NASA funding at issue
But top administration officials assured members of the Senate Commerce, Science and Transportation Committee that NASA is moving forward with the rocket, boosting development of commercial rockets and planning for three more shuttle flights -- as it was directed to do by Congress earlier this year.
"We are going to follow the law," said John Holdren, director of the White House Office of Science and Technology Policy. "I can't emphasize that enough."
The root of the confusion is that Congress still hasn't approved a spending bill for the fiscal year that began Oct. 1. Lawmakers are expected to continue flat funding from last year under what's called a continuing resolution.
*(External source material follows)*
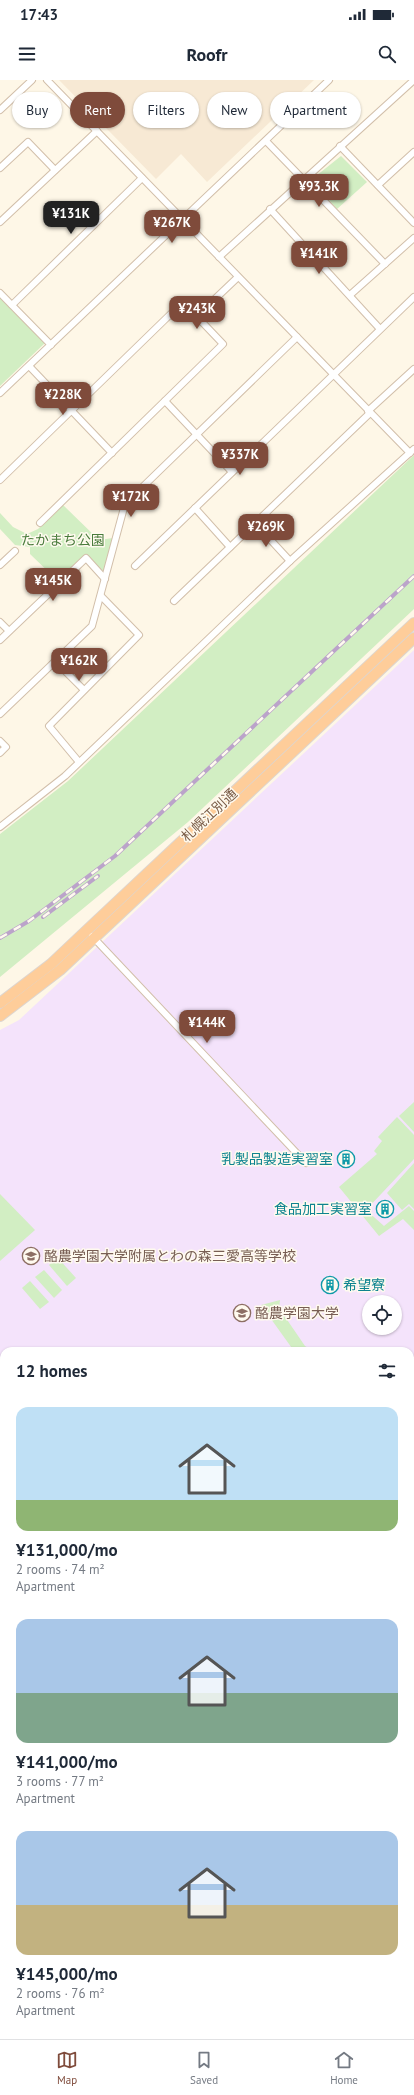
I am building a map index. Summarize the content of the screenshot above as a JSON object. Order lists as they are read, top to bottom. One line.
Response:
{"streets":{"highway":["札幌江別通"]},"parks":["たかまち公園"],"places":{"building":["乳製品製造実習室","食品加工実習室","希望寮"],"school or university":["酪農学園大学附属とわの森三愛高等学校","酪農学園大学"]},"page":{"status":"17:43","header":"Roofr","chip":["Buy","Rent","Filters","New","Apartment"],"price":["¥93.3K","¥131K","¥267K","¥141K","¥243K","¥228K","¥337K","¥172K","¥269K","¥145K","¥162K","¥144K"],"heading":"12 homes","list":[{"name":"¥131,000/mo","note":"2 rooms · 74 m² · Apartment"},{"name":"¥141,000/mo","note":"3 rooms · 77 m² · Apartment"},{"name":"¥145,000/mo","note":"2 rooms · 76 m² · Apartment"}],"tabs":["Map","Saved","Home"]}}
That would give NASA $18.7 billion, which Sen. Bill Nelson, D-Fla., said should be plenty for the agency to pursue its new path. President Barack Obama originally proposed giving NASA $19 billion in fiscal 2011.
Even if Nelson is right, the continuing resolution should specifically state that the money for NASA should be spent as the policy law envisions, said Susan Poling, managing associate general counsel for the Government Accountability Office.
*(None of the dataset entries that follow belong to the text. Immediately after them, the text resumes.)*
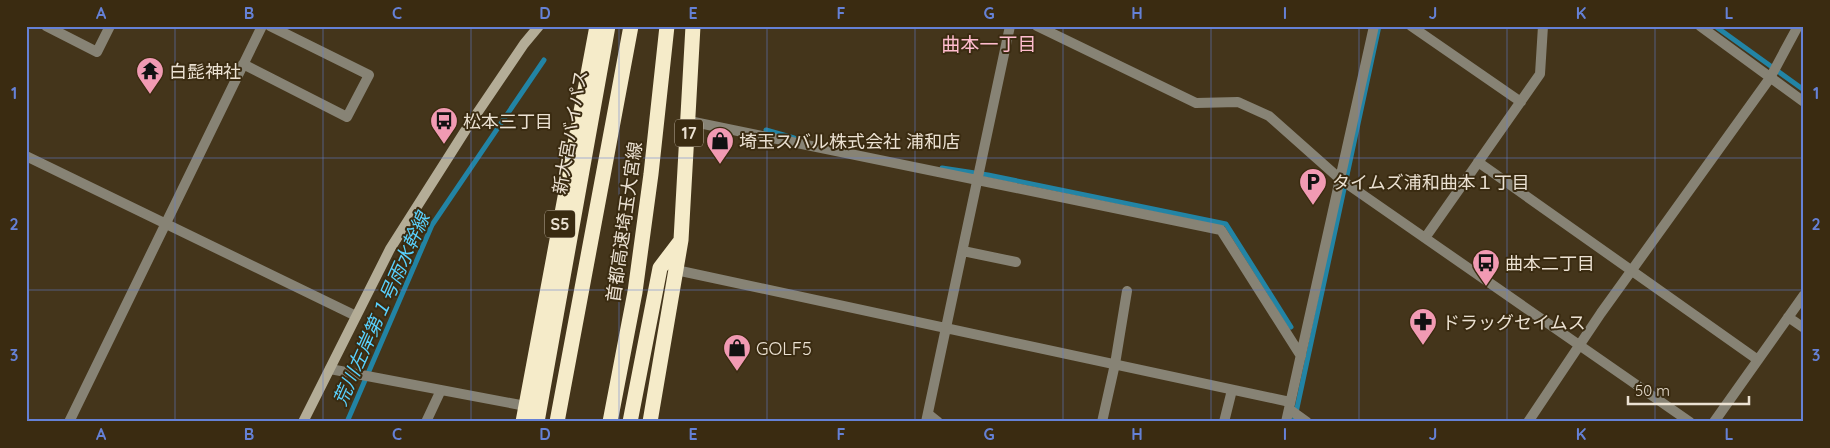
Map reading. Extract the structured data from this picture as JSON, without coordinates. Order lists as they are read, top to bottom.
{
  "streets": {
    "highway": [
      "新大宮バイパス",
      "17",
      "首都高速埼玉大宮線",
      "S5"
    ]
  },
  "districts": ["曲本一丁目"],
  "water": ["荒川左岸第１号雨水幹線"],
  "places": {
    "temple": ["白髭神社"],
    "bus stop": ["松本三丁目", "曲本二丁目"],
    "shop": ["埼玉スバル株式会社 浦和店", "GOLF5"],
    "parking": ["タイムズ浦和曲本１丁目"],
    "pharmacy": ["ドラッグセイムス"]
  },
  "scale_bar": "50 m",
  "grid": {
    "columns": [
      "A",
      "B",
      "C",
      "D",
      "E",
      "F",
      "G",
      "H",
      "I",
      "J",
      "K",
      "L"
    ],
    "rows": ["1", "2", "3"]
  }
}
"I think it is important . . . that there is no question that the agency is moving forward on that basis," Poling said.
Elizabeth Robinson, NASA's chief financial officer, said giving NASA the same amount next year as last year probably would reduce funding for improvements to the 21st Century Launch Complex at Kennedy Space Center next year, budgeted at $429 million for the year.
NASA's administrator, Charles Bolden, assumed it would be difficult to spend as much as planned on those improvements in the remainder of the fiscal year anyway, Robinson said.
"He wanted to take the reduction there, with the thought that we would make it up later," she said.
Nelson, who headed the hearing, said he would monitor the spending to ensure that it reached KSC as planned.